■ **What the task requires**: Your answer should hold exactly the lines from the one with "Map reading. What" through the final line of the data below, reproduced as written.
(Provided information)
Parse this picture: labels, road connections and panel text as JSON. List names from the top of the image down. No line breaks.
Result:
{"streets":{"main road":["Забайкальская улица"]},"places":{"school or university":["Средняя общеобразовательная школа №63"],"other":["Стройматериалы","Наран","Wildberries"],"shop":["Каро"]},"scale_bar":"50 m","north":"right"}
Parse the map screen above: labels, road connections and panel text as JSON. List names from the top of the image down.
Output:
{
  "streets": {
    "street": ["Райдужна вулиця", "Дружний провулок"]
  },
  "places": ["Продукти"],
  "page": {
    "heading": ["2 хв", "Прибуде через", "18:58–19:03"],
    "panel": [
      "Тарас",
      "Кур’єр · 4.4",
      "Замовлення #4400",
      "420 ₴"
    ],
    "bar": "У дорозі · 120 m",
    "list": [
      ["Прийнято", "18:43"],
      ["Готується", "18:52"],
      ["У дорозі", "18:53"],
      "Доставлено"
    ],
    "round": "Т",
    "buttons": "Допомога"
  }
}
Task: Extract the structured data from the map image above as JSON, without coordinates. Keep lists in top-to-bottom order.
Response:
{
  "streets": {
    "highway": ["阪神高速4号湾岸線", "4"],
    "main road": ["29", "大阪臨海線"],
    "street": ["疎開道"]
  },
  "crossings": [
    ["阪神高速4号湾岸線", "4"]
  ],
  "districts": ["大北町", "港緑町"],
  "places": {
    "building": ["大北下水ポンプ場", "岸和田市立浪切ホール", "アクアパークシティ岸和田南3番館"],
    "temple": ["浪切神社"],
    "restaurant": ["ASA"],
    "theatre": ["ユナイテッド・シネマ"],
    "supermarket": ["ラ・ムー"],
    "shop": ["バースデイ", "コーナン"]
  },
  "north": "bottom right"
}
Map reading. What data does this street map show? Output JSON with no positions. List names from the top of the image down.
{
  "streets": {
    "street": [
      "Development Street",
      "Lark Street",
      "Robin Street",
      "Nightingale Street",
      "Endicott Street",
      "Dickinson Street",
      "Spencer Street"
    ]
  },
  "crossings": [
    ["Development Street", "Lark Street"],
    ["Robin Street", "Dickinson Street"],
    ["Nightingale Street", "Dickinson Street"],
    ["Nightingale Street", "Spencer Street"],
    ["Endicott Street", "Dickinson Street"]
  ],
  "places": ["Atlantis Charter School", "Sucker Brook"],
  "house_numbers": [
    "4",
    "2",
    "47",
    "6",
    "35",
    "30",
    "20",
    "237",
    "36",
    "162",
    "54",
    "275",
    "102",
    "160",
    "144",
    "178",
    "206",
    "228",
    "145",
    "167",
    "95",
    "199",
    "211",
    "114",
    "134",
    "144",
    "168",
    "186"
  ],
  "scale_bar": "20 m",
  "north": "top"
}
(End Provided information)
■ **Result of this exercise**:
Map reading. What data does this street map show? Output JSON with no positions. List names from the top of the image down.
{
  "streets": {
    "street": [
      "Development Street",
      "Lark Street",
      "Robin Street",
      "Nightingale Street",
      "Endicott Street",
      "Dickinson Street",
      "Spencer Street"
    ]
  },
  "crossings": [
    ["Development Street", "Lark Street"],
    ["Robin Street", "Dickinson Street"],
    ["Nightingale Street", "Dickinson Street"],
    ["Nightingale Street", "Spencer Street"],
    ["Endicott Street", "Dickinson Street"]
  ],
  "places": ["Atlantis Charter School", "Sucker Brook"],
  "house_numbers": [
    "4",
    "2",
    "47",
    "6",
    "35",
    "30",
    "20",
    "237",
    "36",
    "162",
    "54",
    "275",
    "102",
    "160",
    "144",
    "178",
    "206",
    "228",
    "145",
    "167",
    "95",
    "199",
    "211",
    "114",
    "134",
    "144",
    "168",
    "186"
  ],
  "scale_bar": "20 m",
  "north": "top"
}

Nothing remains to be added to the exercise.